She pours a thin stream of gasoline along the perimeter of the corner storefront at the intersection of E & 13th Streets, near Metro Center. The young woman tipping the red plastic gas can is having a birthday, and at 5:27 p.m. E.S.T. precisely, she will turn 30. (For the next two and a half minutes, however, she is still 29). In honor of the occasion, she is wearing shiny black ankle strap shoes and an extra short skirt, black and magnificently immodest. She wears these things so that people will notice her. Men particularly. And people do notice the youngish girl, looking only fresh out of college, wobbling uncertainly in heeled mary-janes near the entrance to the Banana Republic. No one, however, seems to take her very seriously.
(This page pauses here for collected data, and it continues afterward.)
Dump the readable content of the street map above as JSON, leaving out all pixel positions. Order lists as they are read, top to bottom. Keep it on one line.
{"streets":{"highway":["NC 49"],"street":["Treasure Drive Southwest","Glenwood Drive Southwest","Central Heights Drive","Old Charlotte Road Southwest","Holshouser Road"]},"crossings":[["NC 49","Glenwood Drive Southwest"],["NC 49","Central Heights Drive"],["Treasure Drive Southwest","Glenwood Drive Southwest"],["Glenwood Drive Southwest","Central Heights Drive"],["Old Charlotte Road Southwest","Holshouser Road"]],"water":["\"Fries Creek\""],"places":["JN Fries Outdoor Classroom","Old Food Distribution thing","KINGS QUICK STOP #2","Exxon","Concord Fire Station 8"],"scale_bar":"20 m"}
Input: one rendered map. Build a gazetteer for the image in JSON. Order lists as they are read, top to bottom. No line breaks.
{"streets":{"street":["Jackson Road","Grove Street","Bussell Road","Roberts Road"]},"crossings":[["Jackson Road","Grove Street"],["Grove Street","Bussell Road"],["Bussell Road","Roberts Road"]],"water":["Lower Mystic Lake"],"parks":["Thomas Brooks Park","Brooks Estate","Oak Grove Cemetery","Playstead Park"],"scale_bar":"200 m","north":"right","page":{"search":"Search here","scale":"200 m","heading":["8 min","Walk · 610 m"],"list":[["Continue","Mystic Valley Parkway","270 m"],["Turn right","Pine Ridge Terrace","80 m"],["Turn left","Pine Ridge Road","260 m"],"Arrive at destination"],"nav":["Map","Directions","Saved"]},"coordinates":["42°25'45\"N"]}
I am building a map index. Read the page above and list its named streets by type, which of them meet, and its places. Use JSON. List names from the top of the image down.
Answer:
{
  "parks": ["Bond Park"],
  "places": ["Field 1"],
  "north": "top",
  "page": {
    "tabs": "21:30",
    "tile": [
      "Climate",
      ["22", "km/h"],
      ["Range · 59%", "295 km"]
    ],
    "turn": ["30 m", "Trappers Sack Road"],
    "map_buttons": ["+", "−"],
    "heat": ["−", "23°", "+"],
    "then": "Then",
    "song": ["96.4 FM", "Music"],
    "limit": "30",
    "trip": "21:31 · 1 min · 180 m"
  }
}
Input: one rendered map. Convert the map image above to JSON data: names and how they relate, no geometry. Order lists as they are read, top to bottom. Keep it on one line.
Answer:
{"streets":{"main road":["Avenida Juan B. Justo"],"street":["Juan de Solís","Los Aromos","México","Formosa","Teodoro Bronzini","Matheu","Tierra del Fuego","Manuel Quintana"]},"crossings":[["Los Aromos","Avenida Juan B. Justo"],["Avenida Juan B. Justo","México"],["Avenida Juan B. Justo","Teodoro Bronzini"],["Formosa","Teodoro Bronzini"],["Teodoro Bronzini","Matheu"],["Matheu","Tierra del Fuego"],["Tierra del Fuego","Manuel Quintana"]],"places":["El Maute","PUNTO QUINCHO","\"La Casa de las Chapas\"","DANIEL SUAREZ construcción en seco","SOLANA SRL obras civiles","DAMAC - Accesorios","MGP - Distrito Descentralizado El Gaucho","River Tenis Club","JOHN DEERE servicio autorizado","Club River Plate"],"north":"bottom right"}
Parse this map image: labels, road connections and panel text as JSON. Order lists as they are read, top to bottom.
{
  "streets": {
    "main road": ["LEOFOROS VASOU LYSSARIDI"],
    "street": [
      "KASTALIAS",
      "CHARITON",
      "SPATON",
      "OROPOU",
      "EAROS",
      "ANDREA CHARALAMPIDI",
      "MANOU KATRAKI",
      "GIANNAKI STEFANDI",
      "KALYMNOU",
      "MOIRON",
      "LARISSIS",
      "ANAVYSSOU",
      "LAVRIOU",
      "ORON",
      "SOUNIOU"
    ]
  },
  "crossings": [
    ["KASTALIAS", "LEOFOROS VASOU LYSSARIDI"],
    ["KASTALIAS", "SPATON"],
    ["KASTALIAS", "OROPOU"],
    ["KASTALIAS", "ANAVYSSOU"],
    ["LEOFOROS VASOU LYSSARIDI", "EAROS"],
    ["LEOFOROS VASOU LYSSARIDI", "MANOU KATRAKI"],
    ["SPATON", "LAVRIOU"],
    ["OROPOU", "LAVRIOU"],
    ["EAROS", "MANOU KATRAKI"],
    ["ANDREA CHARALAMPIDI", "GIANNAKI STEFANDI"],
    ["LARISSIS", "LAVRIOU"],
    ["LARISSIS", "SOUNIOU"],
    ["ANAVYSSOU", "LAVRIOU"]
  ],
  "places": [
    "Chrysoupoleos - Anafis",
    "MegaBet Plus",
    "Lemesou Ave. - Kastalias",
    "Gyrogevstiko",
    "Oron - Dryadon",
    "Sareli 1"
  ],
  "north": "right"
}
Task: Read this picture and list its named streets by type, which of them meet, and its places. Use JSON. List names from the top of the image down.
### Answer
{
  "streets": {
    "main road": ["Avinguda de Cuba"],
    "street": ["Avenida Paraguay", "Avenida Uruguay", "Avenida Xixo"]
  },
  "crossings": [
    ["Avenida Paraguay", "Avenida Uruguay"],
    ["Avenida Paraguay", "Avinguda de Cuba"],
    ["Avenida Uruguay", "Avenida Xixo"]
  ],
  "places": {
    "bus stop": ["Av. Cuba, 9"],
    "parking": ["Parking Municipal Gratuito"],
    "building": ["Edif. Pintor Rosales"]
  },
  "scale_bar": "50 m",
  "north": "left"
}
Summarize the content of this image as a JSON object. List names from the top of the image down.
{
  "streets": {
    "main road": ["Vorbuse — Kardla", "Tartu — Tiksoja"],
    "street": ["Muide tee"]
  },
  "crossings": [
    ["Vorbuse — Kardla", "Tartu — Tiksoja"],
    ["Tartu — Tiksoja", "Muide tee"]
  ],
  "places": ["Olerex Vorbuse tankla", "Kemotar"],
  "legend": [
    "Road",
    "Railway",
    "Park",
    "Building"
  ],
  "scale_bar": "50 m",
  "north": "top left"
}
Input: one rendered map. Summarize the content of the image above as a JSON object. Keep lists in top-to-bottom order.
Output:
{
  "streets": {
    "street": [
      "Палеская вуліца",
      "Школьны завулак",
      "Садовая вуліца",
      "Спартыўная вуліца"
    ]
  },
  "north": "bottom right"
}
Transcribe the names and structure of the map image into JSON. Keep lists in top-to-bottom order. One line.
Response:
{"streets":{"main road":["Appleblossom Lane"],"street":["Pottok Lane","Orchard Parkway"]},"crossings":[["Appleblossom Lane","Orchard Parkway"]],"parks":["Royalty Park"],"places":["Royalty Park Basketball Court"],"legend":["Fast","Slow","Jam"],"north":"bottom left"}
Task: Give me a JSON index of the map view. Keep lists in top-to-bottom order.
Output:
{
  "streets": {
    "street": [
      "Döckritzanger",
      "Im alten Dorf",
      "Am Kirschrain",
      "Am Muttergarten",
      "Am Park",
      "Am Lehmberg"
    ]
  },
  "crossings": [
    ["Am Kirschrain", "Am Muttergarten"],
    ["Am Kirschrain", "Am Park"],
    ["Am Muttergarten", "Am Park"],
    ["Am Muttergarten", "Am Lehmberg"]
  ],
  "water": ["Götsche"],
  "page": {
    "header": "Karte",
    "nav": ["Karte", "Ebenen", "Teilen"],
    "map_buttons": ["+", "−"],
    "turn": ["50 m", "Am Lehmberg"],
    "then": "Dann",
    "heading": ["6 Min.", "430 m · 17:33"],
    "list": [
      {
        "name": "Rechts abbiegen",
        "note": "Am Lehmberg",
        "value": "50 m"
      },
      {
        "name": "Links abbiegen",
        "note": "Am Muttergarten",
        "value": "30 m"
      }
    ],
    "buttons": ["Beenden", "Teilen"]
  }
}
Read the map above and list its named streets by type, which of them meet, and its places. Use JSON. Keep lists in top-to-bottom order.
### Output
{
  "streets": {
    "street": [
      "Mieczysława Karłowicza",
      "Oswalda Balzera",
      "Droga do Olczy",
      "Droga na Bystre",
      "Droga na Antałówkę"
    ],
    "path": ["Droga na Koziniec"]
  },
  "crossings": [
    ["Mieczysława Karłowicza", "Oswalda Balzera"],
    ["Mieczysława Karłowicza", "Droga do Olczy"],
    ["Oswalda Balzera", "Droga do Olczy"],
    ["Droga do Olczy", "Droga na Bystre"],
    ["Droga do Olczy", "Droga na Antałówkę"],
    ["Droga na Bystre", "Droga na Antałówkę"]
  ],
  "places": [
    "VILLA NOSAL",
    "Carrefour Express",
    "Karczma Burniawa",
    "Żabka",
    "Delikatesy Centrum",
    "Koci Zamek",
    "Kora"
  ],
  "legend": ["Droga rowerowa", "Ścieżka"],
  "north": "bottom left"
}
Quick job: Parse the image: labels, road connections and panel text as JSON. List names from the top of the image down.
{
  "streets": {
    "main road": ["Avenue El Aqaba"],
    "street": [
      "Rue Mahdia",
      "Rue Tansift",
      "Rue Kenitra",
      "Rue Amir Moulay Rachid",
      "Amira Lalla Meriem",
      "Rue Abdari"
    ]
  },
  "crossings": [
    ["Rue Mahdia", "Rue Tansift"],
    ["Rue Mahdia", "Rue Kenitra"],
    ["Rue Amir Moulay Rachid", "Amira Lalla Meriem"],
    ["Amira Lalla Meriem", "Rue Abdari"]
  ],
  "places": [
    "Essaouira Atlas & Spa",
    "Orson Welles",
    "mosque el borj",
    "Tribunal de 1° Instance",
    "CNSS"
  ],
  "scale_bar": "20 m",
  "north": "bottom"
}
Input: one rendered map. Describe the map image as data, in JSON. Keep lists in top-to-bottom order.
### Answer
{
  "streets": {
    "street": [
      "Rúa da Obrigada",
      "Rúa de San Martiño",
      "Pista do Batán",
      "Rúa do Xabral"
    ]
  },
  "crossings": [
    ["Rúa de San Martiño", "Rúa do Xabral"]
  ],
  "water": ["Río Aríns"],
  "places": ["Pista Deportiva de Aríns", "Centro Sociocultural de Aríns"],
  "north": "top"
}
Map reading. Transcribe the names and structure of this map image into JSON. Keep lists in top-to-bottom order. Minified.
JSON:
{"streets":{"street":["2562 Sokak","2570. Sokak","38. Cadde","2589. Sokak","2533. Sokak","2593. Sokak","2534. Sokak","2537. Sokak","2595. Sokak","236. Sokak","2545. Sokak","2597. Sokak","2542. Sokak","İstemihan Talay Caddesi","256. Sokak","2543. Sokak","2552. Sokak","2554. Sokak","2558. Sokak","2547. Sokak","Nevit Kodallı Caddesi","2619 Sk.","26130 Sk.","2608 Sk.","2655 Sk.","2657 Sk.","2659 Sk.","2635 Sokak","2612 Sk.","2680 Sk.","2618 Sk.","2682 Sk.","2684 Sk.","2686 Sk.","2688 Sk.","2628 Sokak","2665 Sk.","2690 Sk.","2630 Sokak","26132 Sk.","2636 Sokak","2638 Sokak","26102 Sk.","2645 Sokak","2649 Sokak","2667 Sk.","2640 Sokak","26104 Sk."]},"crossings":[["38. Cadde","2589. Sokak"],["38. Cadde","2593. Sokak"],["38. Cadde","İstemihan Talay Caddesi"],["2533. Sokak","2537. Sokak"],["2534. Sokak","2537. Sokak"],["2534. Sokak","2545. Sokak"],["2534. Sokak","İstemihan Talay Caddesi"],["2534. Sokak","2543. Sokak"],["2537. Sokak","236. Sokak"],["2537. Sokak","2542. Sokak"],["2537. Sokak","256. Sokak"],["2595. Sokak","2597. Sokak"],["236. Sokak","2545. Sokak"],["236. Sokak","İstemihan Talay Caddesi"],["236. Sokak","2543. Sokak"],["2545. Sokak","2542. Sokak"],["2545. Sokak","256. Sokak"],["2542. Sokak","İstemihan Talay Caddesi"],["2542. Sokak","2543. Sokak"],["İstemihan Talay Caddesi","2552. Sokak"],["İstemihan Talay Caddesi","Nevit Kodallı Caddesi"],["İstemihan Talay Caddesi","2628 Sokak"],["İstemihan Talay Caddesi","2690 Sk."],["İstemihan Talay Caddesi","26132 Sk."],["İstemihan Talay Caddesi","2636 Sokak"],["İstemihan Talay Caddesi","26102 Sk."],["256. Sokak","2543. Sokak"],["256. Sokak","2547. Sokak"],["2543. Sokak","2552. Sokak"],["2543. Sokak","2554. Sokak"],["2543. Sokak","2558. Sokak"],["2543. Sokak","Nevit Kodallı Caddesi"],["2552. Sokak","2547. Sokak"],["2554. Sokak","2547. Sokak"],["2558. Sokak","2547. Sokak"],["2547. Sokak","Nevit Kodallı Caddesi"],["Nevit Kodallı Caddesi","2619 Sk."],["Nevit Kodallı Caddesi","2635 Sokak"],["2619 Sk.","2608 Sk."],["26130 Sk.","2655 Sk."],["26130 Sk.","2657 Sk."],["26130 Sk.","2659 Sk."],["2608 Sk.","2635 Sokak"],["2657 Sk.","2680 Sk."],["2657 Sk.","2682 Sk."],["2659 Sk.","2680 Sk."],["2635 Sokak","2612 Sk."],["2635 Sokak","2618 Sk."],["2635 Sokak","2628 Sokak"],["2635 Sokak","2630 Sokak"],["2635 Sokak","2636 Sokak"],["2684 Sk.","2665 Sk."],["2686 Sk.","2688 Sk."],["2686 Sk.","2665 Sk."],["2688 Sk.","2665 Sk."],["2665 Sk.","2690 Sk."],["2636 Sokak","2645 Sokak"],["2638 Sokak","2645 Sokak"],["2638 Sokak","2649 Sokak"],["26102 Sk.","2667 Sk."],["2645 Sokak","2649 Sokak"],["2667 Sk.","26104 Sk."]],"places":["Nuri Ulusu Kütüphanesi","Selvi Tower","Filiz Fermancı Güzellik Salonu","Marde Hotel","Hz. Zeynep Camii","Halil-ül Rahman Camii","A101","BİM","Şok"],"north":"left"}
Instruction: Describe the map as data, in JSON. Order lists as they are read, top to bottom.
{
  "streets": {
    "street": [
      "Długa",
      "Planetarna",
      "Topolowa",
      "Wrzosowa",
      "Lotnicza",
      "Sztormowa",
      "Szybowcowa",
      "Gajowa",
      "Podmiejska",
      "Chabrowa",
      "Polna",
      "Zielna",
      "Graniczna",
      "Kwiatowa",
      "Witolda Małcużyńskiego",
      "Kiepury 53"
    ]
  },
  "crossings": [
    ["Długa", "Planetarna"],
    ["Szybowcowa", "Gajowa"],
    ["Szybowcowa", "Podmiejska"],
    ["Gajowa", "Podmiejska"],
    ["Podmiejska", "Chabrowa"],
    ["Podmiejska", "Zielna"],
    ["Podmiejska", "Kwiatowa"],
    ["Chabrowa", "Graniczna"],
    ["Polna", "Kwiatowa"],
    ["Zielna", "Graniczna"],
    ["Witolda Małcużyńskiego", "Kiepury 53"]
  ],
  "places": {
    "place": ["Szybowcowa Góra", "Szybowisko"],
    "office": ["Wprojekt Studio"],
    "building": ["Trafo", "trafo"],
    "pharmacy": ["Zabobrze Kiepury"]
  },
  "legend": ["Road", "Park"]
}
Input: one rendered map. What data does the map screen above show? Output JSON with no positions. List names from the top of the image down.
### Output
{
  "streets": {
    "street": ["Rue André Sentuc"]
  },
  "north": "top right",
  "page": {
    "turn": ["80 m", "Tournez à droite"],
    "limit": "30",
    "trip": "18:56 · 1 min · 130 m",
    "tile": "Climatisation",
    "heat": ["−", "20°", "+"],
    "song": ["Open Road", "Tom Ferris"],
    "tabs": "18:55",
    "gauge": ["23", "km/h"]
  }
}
This is performance art, perhaps. After all, there are artists in this part of town. The heads of passersby, initially on a swivel, ultimately turn forward again and promptly forget her as soon as the corner is turned.

If one cared enough to examine this girl or draw her out in conversation, they might recognize her social provenance: like so many her age, she was raised in a subdivision. Her mind, flaccid and soft in places, is the product of the well-intentioned but useless open classrooms of the 1970s. The evenings of her early years were spent by the flickering light of the TV, and her days often stretched out into one interminable ribbon of monotony. Neither high school nor college was ever able to reach and exercise the appropriate cerebral muscles. And consequently, those that were already underdeveloped have further atrophied.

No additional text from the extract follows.